Quels sont les autres pianistes que tu citerais comme influence ?

Bobo Stenson, John Taylor avec qui  j’ai eu la chance d’avoir cours à Cologne, Herbie Hancock, Keith Jarrett, Paul Bley… J’ai commencé à écouter récemment Dollar Brand et sa forme de sagesse qui fait penser à Mal Waldron. John Taylor était très généreux dans la transmission, il aimait beaucoup donner cours. 

Comme toi aussi d’ailleurs…

Tout à fait. En étant musicien, on joue, mais en enseignant, on partage ce qui nous passionne.

Comment s’est passé le choix  des deux autres musiciens du quartet ?

C’est Mikael qui est allé les chercher. Ils ne faisaient pas partie de ses formations habituelles. Nous avons tout de suite trouvé des affinités.

On est dans une atmosphère très paisible dans l’album, ça te change d’ « Heptatomic »…

Alors là, tout à fait. Ici, on avait déjà un groupe très soudé, même si avec « Heptatomic », on a eu l’occasion de jouer pas mal entre le Gaume Jazz de 2013 et l’enregistrement de 2015. 

Avec quel piano as-tu enregistré chez Daniel Léon ?

Avec le Steinway. 

Fort différent du Bösendorfer ?

Il est plus facilement domptable. Les basses du Bösendorfer sont superpuissantes, il a un coffre plus fort. Le Steinway est plus facile à manier et correspond plus à l’ambiance de cet album-ci. 

« Tycho » est inspiré par le musiciens-designer Scott Hansen ?

Non, pas du tout : c’est le prénom du petit-fils de Mikael. 

« Le Bruly », ça vient du village wallon ?

Oui, en fait j’aime beaucoup écrire. J’ai suivi un week-end un atelier d’écriture dans ce village et j’ai rêvé de ce morceau, je me suis réveillée et j’ai tout de suite chanté la mélodie. Le morceau est vraiment né là-bas.  Ce qui m’inspire, ce sont plutôt des moments, des phases dans la vie, dans le calme tout devient inspirant. Dans mon premier disque « Noordzee », j’ai été très inspirée par la quiétude ; la ville et le bruit me font un peu peur. 

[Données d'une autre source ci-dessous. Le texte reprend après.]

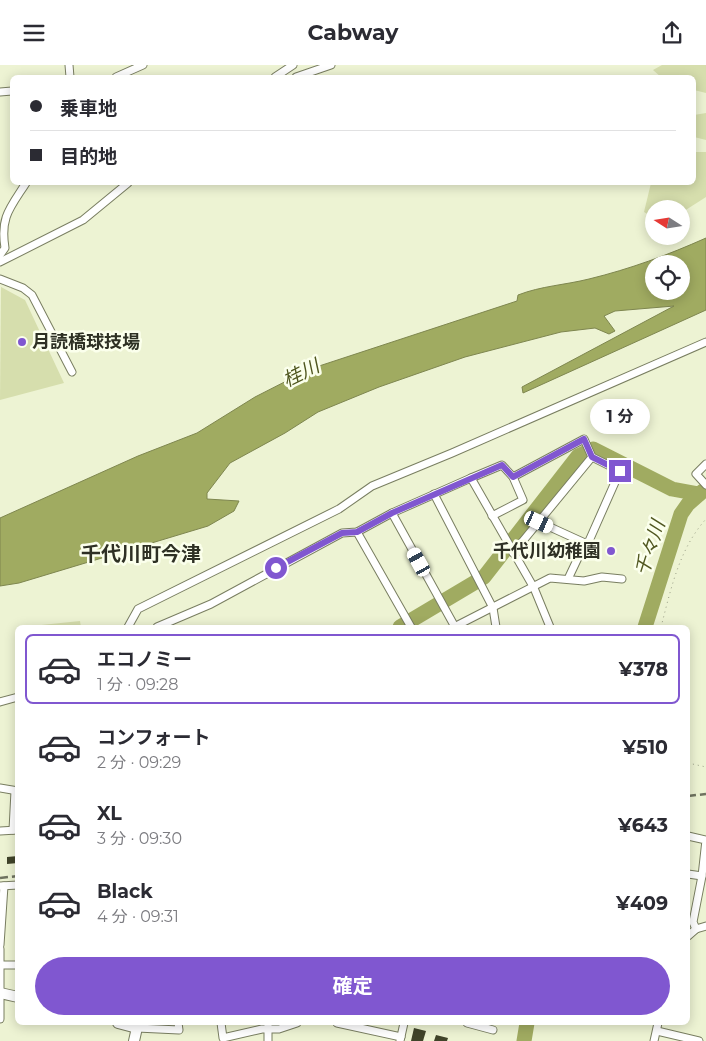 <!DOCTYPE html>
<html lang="ja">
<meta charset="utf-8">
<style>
:root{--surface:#fff;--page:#f7f7f7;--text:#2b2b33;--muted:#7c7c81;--line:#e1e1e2;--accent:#8057d0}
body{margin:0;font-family:Montserrat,"Noto Sans JP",sans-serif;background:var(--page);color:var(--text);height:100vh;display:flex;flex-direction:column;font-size:19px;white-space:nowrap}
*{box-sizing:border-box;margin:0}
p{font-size:16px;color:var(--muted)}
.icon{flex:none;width:28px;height:28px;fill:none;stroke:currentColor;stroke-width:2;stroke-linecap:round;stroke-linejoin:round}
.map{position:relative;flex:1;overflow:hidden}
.sheet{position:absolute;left:15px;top:560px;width:675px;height:400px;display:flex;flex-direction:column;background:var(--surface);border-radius:8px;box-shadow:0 2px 12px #0003}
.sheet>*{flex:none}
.guide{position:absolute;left:10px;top:10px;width:686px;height:110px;border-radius:8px;box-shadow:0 2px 12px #0003;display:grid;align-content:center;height:110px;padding:0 20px;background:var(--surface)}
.needle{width:32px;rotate:282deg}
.buttons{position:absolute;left:645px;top:135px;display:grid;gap:10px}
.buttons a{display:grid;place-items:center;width:45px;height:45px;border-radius:50%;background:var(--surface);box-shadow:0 2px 12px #0003;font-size:25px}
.end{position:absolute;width:22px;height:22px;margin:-11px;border:6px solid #8057d0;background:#fff;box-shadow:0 0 0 2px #fff}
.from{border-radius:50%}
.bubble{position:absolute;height:35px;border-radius:18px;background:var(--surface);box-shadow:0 2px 12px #0003;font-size:16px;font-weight:700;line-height:35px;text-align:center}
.car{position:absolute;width:15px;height:30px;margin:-15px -8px;border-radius:6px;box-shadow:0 0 4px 1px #0007;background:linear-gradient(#fff 24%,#345 0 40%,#fff 0 76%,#345 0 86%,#fff 0)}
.guide b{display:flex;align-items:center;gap:18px;height:48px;font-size:19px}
.guide b+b{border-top:1px solid var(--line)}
.guide i{width:12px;height:12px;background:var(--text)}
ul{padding:9px 0 0;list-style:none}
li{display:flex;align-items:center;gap:15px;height:70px;margin:0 10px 8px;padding:0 10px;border:2px solid transparent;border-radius:8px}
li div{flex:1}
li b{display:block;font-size:19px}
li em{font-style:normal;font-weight:700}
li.current{border-color:var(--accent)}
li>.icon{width:45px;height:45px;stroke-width:1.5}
.button{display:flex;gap:10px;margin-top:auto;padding:10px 20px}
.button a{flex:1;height:58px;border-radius:30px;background:var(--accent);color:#fff;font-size:20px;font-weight:700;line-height:58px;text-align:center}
header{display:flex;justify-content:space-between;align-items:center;height:65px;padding:0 20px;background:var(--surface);font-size:22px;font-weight:700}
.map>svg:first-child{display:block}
.green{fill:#d6dead}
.water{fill:#a0ab61;stroke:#7e864f;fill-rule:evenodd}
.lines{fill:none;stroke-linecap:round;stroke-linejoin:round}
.river{stroke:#a0ab61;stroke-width:15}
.building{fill:#40442a}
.street-casing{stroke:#797e61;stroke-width:9}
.secondary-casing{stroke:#797e61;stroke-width:12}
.path{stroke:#989d85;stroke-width:1;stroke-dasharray:1 4;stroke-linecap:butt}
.street{stroke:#fff;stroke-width:7}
.secondary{stroke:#fff;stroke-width:10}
.rail{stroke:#6f7360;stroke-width:2.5;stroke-dasharray:8 4;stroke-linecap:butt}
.route{stroke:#8057d0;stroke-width:6}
.poi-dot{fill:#8057d0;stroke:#fbffec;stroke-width:2}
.labels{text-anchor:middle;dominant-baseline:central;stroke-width:5;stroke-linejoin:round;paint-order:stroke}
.poi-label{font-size:18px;font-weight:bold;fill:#2e3024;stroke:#fbffec;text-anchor:start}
.water-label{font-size:19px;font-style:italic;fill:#505720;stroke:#fbffec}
.quarter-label{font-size:20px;font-weight:bold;fill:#2e3024;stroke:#fbffec}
</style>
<header><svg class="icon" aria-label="menu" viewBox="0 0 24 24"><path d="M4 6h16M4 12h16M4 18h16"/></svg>Cabway<svg class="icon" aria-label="share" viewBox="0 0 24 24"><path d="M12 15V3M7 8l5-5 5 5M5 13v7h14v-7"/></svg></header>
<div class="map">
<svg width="706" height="976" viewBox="0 0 706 976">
<rect width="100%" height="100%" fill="#edf3d3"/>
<g class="green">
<polygon points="662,0 706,0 706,28 694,25 694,12 661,12 653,5"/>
<polygon points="706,48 706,75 694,72 694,50"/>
<polygon points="694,87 706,87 706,132 681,148 681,144 654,144 654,153 644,147 651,118 694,118"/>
<polygon points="1,222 25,235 64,318 0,335"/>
<polygon points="80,556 81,562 22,562"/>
</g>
<path class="water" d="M706 173V245L523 328 522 322 674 241 615 246 604 251 615 266 609 269 595 263 561 267 465 292 379 322 318 347 285 368 230 398 207 428V434L239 436 234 446 208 461 19 518 0 521V453L138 391 197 368 255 332 310 304 517 236 518 230C541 221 565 220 589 214 630 204 668 190 706 173ZM654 199H681V226H654Z"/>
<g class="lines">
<g class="river">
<polyline points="400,562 484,512 578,391 593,384 672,424 699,429"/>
<polyline points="645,562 681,449 688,439 703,426"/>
<polyline points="524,976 527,958"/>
</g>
</g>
<g class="building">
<polygon points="18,791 18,798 7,799 7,792"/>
<polygon points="414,963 426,966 423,976 411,976"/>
<polygon points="436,970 448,973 447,976 434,976"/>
</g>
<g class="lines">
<defs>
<g id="street">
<polyline points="69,0 70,12"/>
<polyline points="116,12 143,0"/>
<polyline points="275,12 293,0"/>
<polyline points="296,12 331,0"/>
<polyline points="0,27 12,26"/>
<path d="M0 190 5 183C0 152 10 143 26 118"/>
<polyline points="0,197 83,155 128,118"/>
<polyline points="0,214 23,223 32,230 72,307"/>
<polyline points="706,399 696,409 706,420"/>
<polyline points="513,412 584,374 592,392 620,406 589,476 585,478 539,457"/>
<polyline points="471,413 502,400 513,412 523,435 492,451"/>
<polyline points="434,429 493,543 496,562"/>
<polyline points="392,448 455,562"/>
<polyline points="357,467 411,562"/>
<polyline points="513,488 592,392"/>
<polyline points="568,514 585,478"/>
<polyline points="128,562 138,544 339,444 372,421 452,388 706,277"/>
<polyline points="157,562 211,539 342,468 357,467 392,448 471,413 534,523 550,562"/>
<polyline points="454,562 550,513 584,516 602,512 622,514"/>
<polyline points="0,637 18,632"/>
<polyline points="0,723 18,726"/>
<polyline points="13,765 15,726"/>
<polyline points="0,766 17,765"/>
<polyline points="688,771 706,775 702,811 693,857 696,864"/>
<polyline points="688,809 702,811"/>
<polyline points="0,821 18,820"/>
<polyline points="688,871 696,864 706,861"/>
<polyline points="0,880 4,821"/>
<polyline points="0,884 0,954"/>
<polyline points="2,900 18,900"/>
<polyline points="221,958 223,973 262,964 279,964 297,958"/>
<polyline points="268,958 268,976"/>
<polyline points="337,958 401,972"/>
<polyline points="467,958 493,965"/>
<polyline points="137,963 179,965 178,958"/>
<polyline points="657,966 699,976"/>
<polyline points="400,976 404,958"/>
<polyline points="654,976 658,958"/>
</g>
<g id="secondary">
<polyline points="0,928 18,932"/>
<polyline points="118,958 137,963"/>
<polyline points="134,976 138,958"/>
</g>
</defs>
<use href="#street" class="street-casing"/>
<use href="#secondary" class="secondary-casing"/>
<g class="path">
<path d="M661 562C671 524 679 484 706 454"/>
<polyline points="688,698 706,702"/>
</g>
<use href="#street" class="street"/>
<use href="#secondary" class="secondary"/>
<g class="rail">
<polyline points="688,731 706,729"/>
<polyline points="0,813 18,811"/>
</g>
</g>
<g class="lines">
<polyline class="route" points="276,503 342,468 357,467 392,448 502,400 513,412 584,374 592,392 620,406"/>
</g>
<g class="poi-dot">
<circle cx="22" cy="277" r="5"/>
<circle cx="611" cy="486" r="5"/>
</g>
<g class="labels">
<g class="poi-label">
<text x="32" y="277">月読橋球技場</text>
<text x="601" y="486" text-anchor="end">千代川幼稚園</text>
</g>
<g class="water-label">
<text transform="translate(301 308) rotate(-26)">桂川</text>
<text transform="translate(650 483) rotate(-72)">千々川</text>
</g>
<g class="quarter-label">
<text x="141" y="489">千代川町今津</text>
</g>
</g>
</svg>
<div class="buttons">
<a><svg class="needle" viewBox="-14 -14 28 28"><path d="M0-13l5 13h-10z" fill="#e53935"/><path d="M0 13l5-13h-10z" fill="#7c7c81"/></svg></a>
<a><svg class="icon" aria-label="locate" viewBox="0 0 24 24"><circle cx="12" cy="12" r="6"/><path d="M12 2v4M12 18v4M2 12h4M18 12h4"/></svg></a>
</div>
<i class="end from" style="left:276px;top:503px"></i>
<i class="end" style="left:620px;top:406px"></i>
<div class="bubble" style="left:590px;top:334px;width:60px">1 分</div>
<i class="car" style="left:539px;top:457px;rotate:115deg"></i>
<i class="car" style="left:419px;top:497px;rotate:331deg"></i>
<div class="guide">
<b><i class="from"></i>乗車地</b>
<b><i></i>目的地</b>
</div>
<section class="sheet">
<ul>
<li class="current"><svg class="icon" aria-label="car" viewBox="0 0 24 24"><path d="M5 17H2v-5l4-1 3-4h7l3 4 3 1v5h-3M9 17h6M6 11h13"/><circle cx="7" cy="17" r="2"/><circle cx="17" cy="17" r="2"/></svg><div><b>エコノミー</b><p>1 分 · 09:28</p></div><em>¥378</em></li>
<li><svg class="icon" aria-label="car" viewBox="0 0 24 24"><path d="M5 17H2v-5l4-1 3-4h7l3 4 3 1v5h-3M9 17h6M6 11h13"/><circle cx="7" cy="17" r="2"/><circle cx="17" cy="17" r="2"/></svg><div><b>コンフォート</b><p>2 分 · 09:29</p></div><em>¥510</em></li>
<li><svg class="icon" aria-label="car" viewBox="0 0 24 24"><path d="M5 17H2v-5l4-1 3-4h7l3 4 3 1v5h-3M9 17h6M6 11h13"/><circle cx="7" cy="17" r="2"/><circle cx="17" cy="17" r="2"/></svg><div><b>XL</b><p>3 分 · 09:30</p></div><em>¥643</em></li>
<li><svg class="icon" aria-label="car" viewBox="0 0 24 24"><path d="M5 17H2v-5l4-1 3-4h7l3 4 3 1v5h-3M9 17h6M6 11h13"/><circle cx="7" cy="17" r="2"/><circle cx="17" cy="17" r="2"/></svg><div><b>Black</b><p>4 分 · 09:31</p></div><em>¥409</em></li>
</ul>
<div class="button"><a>確定</a></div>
</section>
</div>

Qu’est-qui t’a plu dans le jeu de Mikael ?

D’abord humainement et musicalement, il est d’une génération au-dessus de moi et j’ai tout de suite ressenti qu’il n’y avait pas besoin d’en mettre trois caisses, il va à l’essentiel, ça m’a rassuré et apaisé dans mon jeu. Il y a aussi le fait que dans toutes les situations, il est là. Il utilise les moments d’incertitude, il gère les moments d’improvisation sur le  fil, c’est toujours limpide, sans accroc. Il est lui-même très serein. J’ai découvert avec lui ce qu’est l’amitié musicale, je ne connais pas grand-chose sur sa vie, mais ça fonctionne très bien entre nous. On s’est rencontré par accident et ça s’est toujours bien passé. Je crois aussi que le fait de jouer sans attente a facilité les choses, chacun est plus facilement lui-même. Ici, on ne s’est pas mis dans un rôle. Le fait de travailler par périodes courtes rend les choses bénéfiques. Et ce que je ressens ici c’est qu’on est un groupe où chacun est sur le même pied. 

De l’écoute des dix plages de l’album dont la composition est partagée entre la pianiste et le saxophoniste, on ressort avec un sentiment de sérénité, d’élégance et de partage. On est séduit par la beauté des mélodies et  la qualité des interventions de chaque musicien. Sans aucun doute l’album le plus réussi à ce jour de la pianiste dont la collaboration scandinave devrait encore, espérons-le, nous offrir quelques perles de la même veine. A ne pas rater en tournée en février : douze dates entre le 01 et le 16 février à consulter sous la chronique de Claude Loxhay.